___ Data provided ___

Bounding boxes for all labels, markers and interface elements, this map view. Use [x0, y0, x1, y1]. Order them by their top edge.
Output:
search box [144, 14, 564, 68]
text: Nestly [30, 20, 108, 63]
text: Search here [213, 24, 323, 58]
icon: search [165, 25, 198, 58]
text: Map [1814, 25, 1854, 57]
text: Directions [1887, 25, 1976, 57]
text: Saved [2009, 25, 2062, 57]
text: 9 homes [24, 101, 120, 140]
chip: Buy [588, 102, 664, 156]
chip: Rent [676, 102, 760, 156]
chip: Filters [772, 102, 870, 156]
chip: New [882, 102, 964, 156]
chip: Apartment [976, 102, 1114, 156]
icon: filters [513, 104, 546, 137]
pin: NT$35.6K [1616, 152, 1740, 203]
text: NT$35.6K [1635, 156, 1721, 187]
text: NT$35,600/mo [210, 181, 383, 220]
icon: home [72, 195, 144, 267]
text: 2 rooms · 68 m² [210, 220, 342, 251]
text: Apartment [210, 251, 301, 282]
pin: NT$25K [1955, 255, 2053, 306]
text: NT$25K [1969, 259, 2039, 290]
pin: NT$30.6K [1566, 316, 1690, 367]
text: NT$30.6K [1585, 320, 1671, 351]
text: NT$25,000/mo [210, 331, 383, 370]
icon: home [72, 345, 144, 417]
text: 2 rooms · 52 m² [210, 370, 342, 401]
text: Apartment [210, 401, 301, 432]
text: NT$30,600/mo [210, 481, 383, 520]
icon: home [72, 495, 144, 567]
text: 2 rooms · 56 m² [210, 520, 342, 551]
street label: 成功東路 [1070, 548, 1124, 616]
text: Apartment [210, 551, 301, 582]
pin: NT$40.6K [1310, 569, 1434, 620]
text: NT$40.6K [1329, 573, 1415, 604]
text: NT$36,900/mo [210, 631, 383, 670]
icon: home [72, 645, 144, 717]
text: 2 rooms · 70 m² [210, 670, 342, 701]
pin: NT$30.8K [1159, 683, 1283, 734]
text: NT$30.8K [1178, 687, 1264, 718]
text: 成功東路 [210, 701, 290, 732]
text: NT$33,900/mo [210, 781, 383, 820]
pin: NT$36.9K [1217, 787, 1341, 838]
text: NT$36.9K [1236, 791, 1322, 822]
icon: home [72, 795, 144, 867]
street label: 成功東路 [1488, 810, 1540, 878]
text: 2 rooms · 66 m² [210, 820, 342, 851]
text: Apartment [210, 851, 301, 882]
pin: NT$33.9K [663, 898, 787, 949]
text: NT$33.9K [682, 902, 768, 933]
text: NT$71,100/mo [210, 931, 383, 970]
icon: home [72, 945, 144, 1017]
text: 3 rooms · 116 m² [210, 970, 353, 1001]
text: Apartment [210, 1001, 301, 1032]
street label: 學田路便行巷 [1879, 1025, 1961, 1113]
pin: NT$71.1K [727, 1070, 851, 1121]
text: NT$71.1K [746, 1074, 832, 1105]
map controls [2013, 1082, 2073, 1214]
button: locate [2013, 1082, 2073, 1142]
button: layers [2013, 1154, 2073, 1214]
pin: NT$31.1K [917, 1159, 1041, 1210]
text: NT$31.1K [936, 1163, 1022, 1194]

___

## What needs to be done
Within the records, how many lines include "icon"? The answer is the number and nothing else.

## Problem solution
8